We have published a lot of research on threat intel to date, most recently a series on Applied Threat Intelligence, which summarized the three main use cases we see for external data.

There are plenty of sources of external data nowadays. The main types are:

  • Commercial integrated: It seems every security vendor has a research group providing some type of intelligence. This data is usually very tightly integrated into the product or service you buy from the vendor. There may be a separate charge for intelligence, beyond the base cost of the product or service.
  • Commercial standalone: Standalone threat intel is an emerging security market. These vendors typically offer an aggregation platform to collect external data and integrate it into your controls and monitoring systems. Some also gather industry-specific data because attacks tend to cluster in specific industries.
  • ISAC: Information Sharing and Analysis Centers are industry-specific organizations that aggregate data from an industry and share it among members. The best known ISAC is for the financial industry, although many other industry associations are spinning up their own ISACs as well.
  • OSINT: Finally there is open source intel, publicly available sources for things like malware samples and IP reputation, which can be queried and/or have intel integrated directly into user systems.

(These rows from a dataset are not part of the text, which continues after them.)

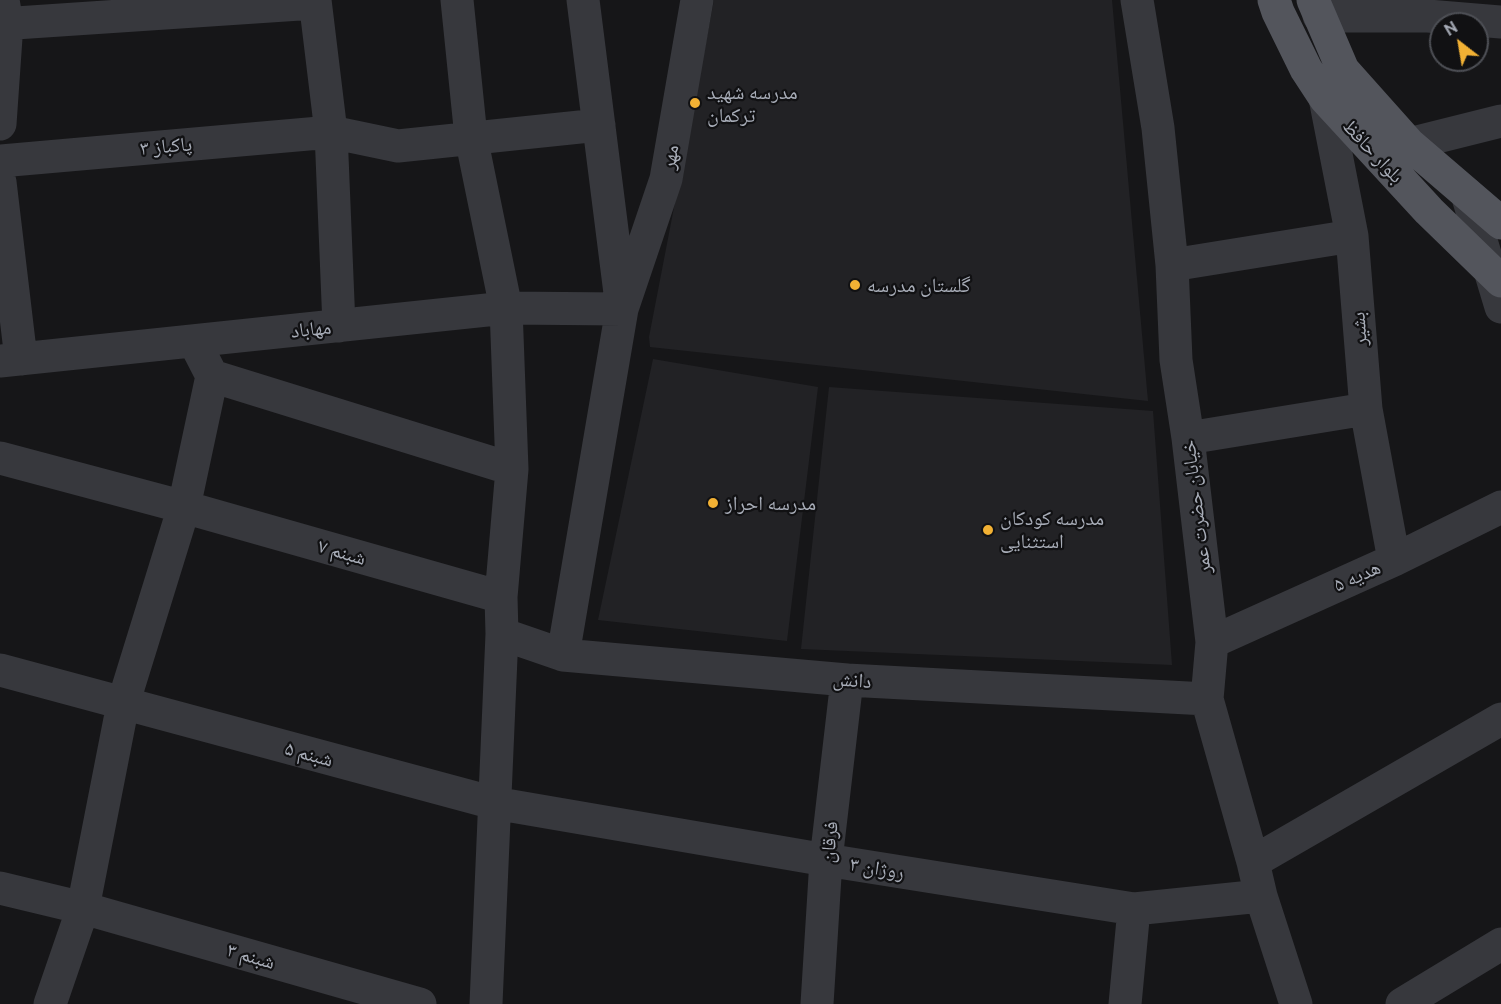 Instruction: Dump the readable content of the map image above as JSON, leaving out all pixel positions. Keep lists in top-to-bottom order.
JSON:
{
  "streets": {
    "main road": ["بلوار حافظ"],
    "street": [
      "پاکباز ۳",
      "مهر",
      "مهاباد",
      "بشیر",
      "خیابان حضرت عمر",
      "شبنم ۷",
      "هدیه ۵",
      "دانش",
      "شبنم ۵",
      "فرقان",
      "روژان ۳",
      "شبنم ۳"
    ]
  },
  "crossings": [
    ["بلوار حافظ", "بشیر"],
    ["مهر", "مهاباد"],
    ["بشیر", "هدیه ۵"],
    ["خیابان حضرت عمر", "هدیه ۵"],
    ["خیابان حضرت عمر", "دانش"],
    ["خیابان حضرت عمر", "روژان ۳"],
    ["دانش", "فرقان"],
    ["شبنم ۵", "روژان ۳"],
    ["فرقان", "روژان ۳"]
  ],
  "places": [
    "مدرسه شهید ترکمان",
    "گلستان مدرسه",
    "مدرسه احراز",
    "مدرسه کودکان استثنایی"
  ],
  "north": "top left"
} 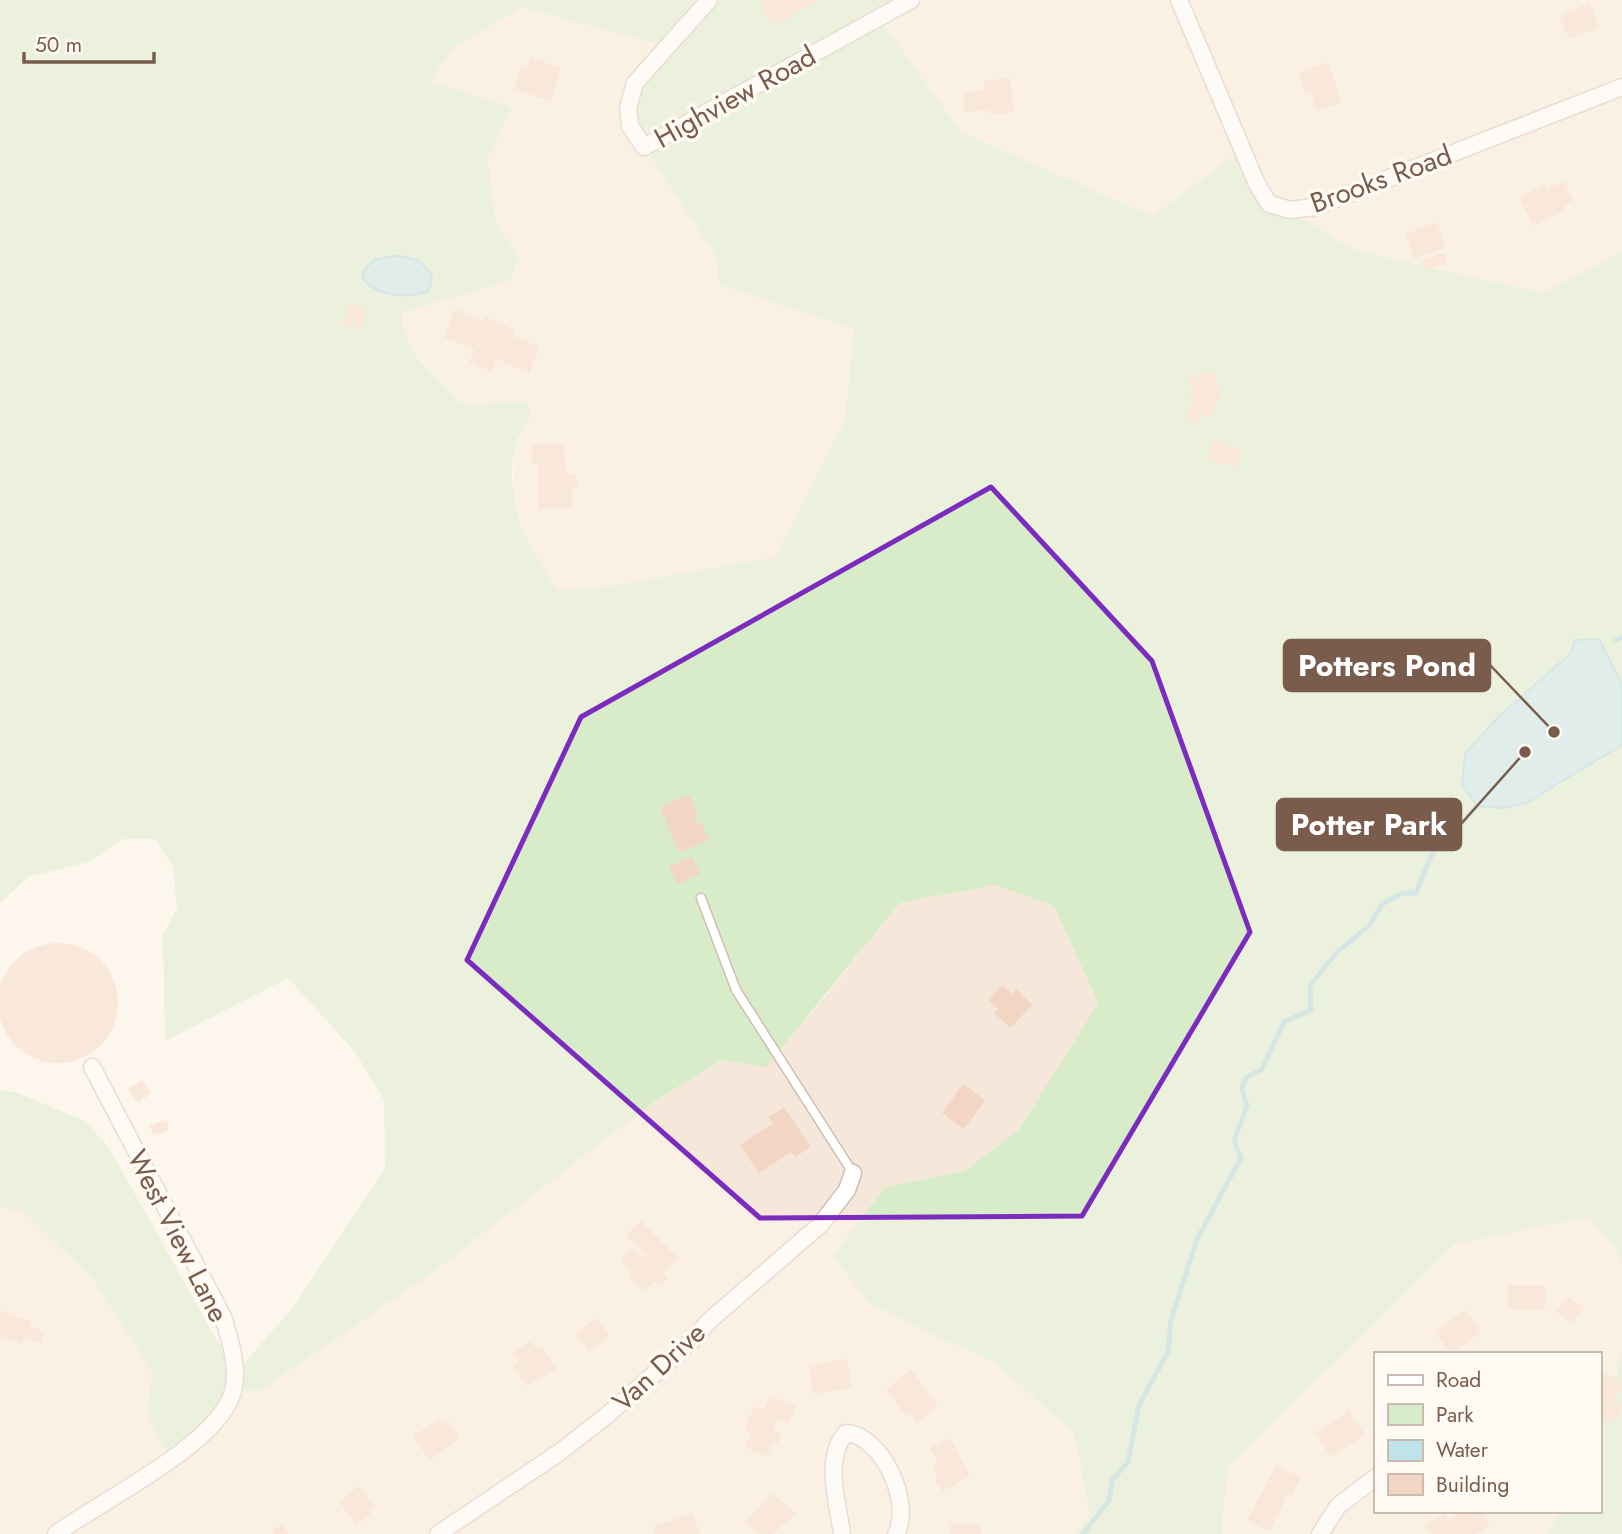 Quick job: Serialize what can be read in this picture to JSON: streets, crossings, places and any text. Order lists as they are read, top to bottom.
{
  "streets": {
    "street": [
      "Highview Road",
      "Brooks Road",
      "West View Lane",
      "Van Drive"
    ]
  },
  "places": ["Potters Pond", "Potter Park"],
  "legend": [
    "Road",
    "Park",
    "Water",
    "Building"
  ],
  "scale_bar": "50 m"
} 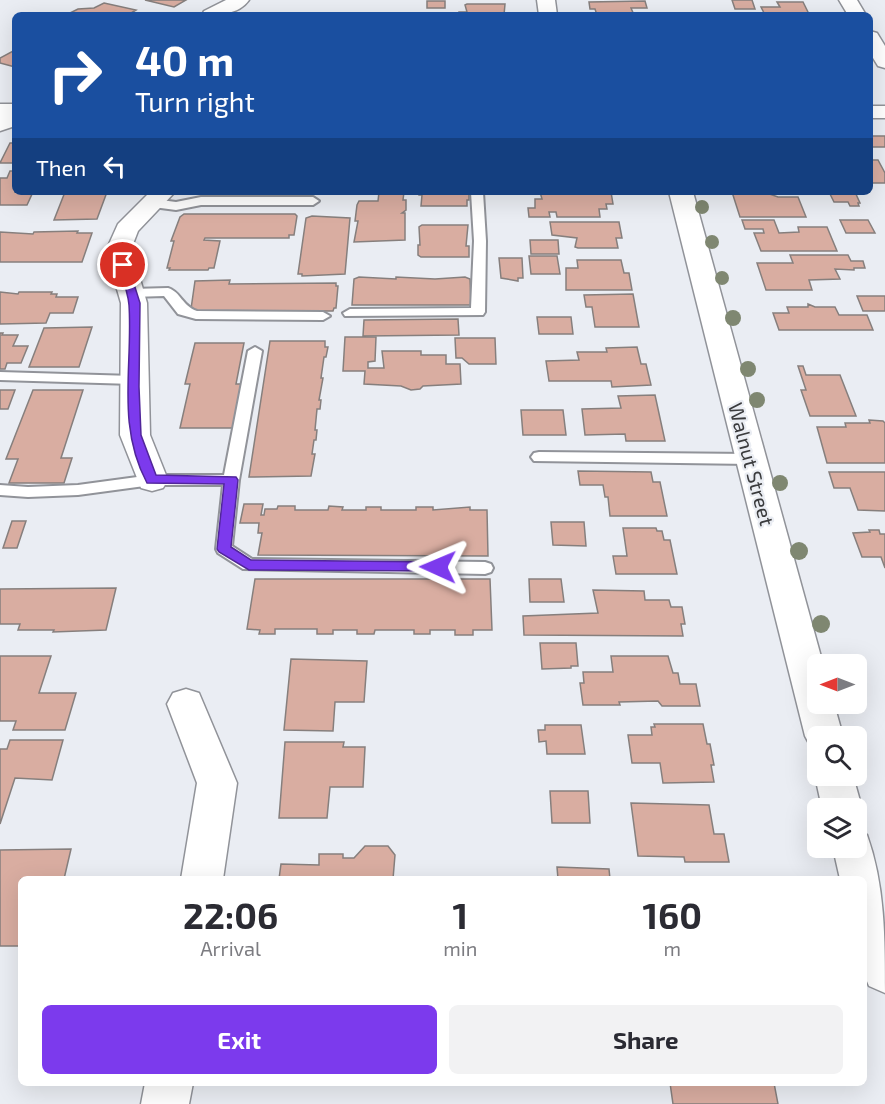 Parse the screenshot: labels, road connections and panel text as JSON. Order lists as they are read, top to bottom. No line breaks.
{"streets":{"street":["Walnut Street"]},"north":"left","page":{"turn":["40 m","Turn right"],"then":"Then","eta":["22:06","Arrival","1","min","160","m"],"buttons":["Exit","Share"]}}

How does this external data play into an evolved threat detection capability? As mentioned above, external data without context isn’t very helpful. You don’t know which of the alerts or notifications apply to your environment, so you just create a lot of extra work to figure it out. And the idea is not to create more work.

How can you provide that context? Use the external threat data to look for specific instances of an attack. As we described in Threat Intelligence and Security Monitoring, you can use indicators from other attacks to pinpoint that activity in your network, even if you’ve never seen the attack before. Historically you were restricted to only alerting on conditions/correlations you knew about, so this is a big deal.

To use a more tangible example, let refer back to the concept of retrospection. Let’s say you didn’t know about a heretofore unknown attack (like Duqu 2.0), and received a set of indicators from a threat intelligence provider. You could then look for those indicators within your network. Even if you don’t find that specific attack immediately, you could set your monitoring system (typically a SIEM or an IPS) to watch for those indicators. Basically you can jump time, looking for attacks that haven’t happened to you – yet.

Default to the Process

As usual, it all comes back to process. We mapped that out in TI+SM and Threat Intelligence and Incident Response. You need a process to procure, collect, and utilize threat intelligence, from whatever sources it comes.

Then use external data as triggers or catalysts to mine your internal data using advanced analytics, to see if you find those indicators in your network. We’ll dig into that part of the process next.